To estimate the likelihood of an invading nearby civilization, Caballero starts with an interesting premise: how likely are we to invade another civilization that we discover? To calculate that, he compiles the staggering number of times Earth nations have invaded each other as acts of war. This, he says, is a new methodology for calculating the likelihood of a malicious alien civilization.
He also observes that energy consumption on Earth has increased as the likelihood of invasion has decreased: “[T]here seems to be an indirect correlation between the human probability of invasion and the world’s development based on energy consumption. The more developed humanity is, the less likely invasions are,” Caballero says.
And when combined with well-established estimates of the likelihood of intelligent life elsewhere in our galaxy, we can work out a pure probability. That number is very low—eight deep into the decimals of one percent—with a flat number of malicious civilizations of just 0.22. Hopefully that’s the one-fifth that doesn’t have access to their local planetary weapons systems.
Caballero told Vice that he didn’t include one figure in the paper, which represents the total number of malicious civilizations that don’t have intergalactic spaceflight yet. According to his calculations, there are likely 4.42 of these civilizations. But this brings up some philosophical questions—if a malicious tree falls in a forest but no one can hear it, does it make an intergalactic sound? After all, a guilty criminal must have means, motive, and opportunity. With just means and motive, you’re sending mean tweets to Earth instead.

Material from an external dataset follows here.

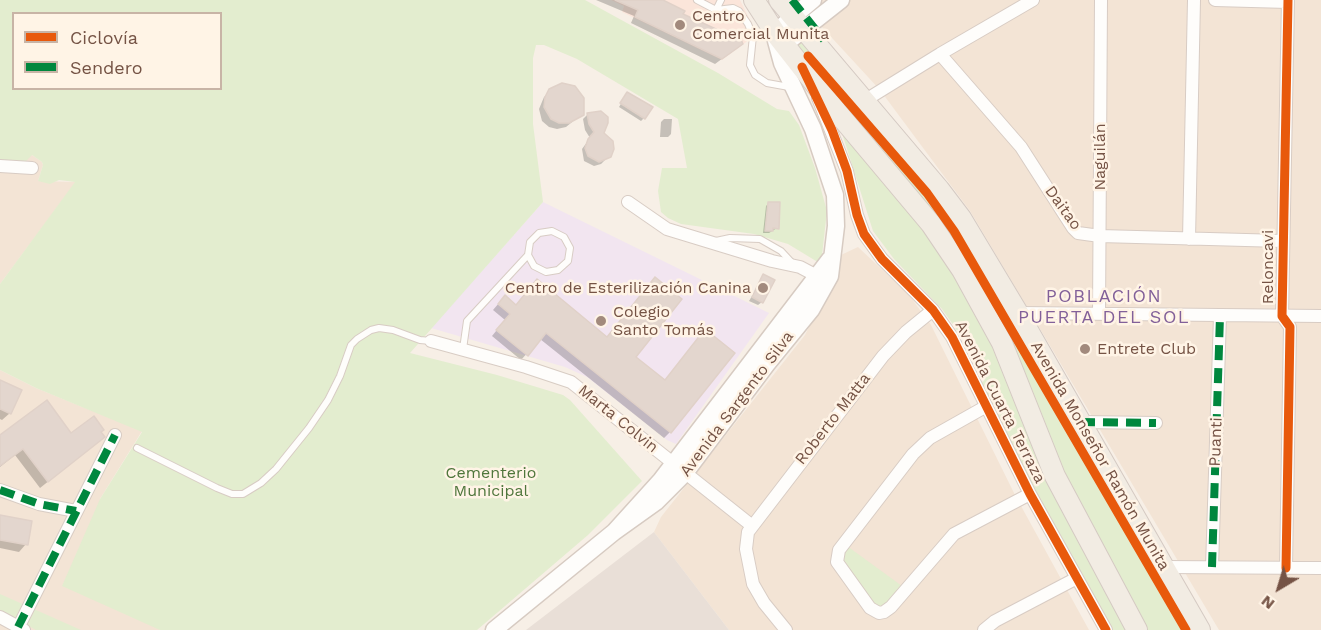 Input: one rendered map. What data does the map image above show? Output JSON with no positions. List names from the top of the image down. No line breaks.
{"streets":{"main road":["Avenida Sargento Silva","Avenida Monseñor Ramón Munita"],"street":["Naguilán","Daitao","Reloncavi","Avenida Cuarta Terraza","Marta Colvin","Roberto Matta","Puanti"]},"crossings":[["Naguilán","Daitao"],["Daitao","Reloncavi"],["Avenida Cuarta Terraza","Avenida Sargento Silva"],["Avenida Cuarta Terraza","Roberto Matta"],["Avenida Cuarta Terraza","Avenida Monseñor Ramón Munita"],["Avenida Sargento Silva","Marta Colvin"],["Avenida Sargento Silva","Avenida Monseñor Ramón Munita"],["Marta Colvin","Roberto Matta"]],"districts":["POBLACIÓN PUERTA DEL SOL"],"parks":["Cementerio Municipal"],"places":["Centro Comercial Munita","Centro de Esterilización Canina","Colegio Santo Tomás","Entrete Club"],"legend":["Ciclovía","Sendero"],"north":"bottom left"}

Caballero writes that ultimately, he believes the likelihood of a malicious alien civilization is lower even than the possibility of Earth being hit by a so-called “planet killer” asteroid. “We could send up to 18,000 interstellar messages to different exoplanets and the probability of invasion by a malicious civilization would be the same as that of an Earth collision with a global-catastrophe asteroid,” he concludes.
A paper like this is built on a series of estimations and decisions that many other experts may not agree with, but that’s part of the point. For those who argue about the role of SETI versus “active” SETI, the debate has been very abstract because of the unknown nature of all the quantities involved. Caballero has put some of those numbers on paper and used them to come up with some kind of answer—something people can now discuss and iterate on in further study.
For some, seeing the vanishingly small likelihood of any kind of complex life, let alone malicious life, might make SETI’s efforts seem more optimistic than ever.